> _What the task asks_: Copy each line of the entries that includes the word "streets".

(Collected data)
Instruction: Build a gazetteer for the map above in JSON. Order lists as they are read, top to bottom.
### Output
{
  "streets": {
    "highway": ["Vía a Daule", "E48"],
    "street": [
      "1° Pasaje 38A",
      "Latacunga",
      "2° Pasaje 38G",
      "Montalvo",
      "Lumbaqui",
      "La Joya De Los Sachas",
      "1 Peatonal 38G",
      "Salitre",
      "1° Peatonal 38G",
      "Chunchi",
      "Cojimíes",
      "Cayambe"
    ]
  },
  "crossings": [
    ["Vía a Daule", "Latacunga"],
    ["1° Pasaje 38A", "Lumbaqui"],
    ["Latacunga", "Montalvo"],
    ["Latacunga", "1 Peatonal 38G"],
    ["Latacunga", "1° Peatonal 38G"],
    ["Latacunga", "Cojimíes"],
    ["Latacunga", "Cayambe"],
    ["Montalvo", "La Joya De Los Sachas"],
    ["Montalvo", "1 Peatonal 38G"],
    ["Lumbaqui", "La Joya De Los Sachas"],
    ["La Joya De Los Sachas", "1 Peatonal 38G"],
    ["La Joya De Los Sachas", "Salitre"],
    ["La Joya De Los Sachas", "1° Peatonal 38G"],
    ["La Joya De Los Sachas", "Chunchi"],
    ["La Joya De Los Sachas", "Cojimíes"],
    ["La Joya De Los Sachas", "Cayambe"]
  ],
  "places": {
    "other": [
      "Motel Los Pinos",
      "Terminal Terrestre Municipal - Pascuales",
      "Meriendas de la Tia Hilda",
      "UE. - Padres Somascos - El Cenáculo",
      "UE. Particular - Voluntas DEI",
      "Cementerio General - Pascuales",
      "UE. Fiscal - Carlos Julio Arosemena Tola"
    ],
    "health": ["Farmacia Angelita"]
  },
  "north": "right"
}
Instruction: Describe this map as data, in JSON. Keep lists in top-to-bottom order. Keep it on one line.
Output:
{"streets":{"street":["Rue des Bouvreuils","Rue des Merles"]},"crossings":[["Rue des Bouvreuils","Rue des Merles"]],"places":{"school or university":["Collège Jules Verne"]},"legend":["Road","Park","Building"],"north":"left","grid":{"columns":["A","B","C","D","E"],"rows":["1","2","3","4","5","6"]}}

> _Output of the task_:
  "streets": {
{"streets":{"street":["Rue des Bouvreuils","Rue des Merles"]},"crossings":[["Rue des Bouvreuils","Rue des Merles"]],"places":{"school or university":["Collège Jules Verne"]},"legend":["Road","Park","Building"],"north":"left","grid":{"columns":["A","B","C","D","E"],"rows":["1","2","3","4","5","6"]}}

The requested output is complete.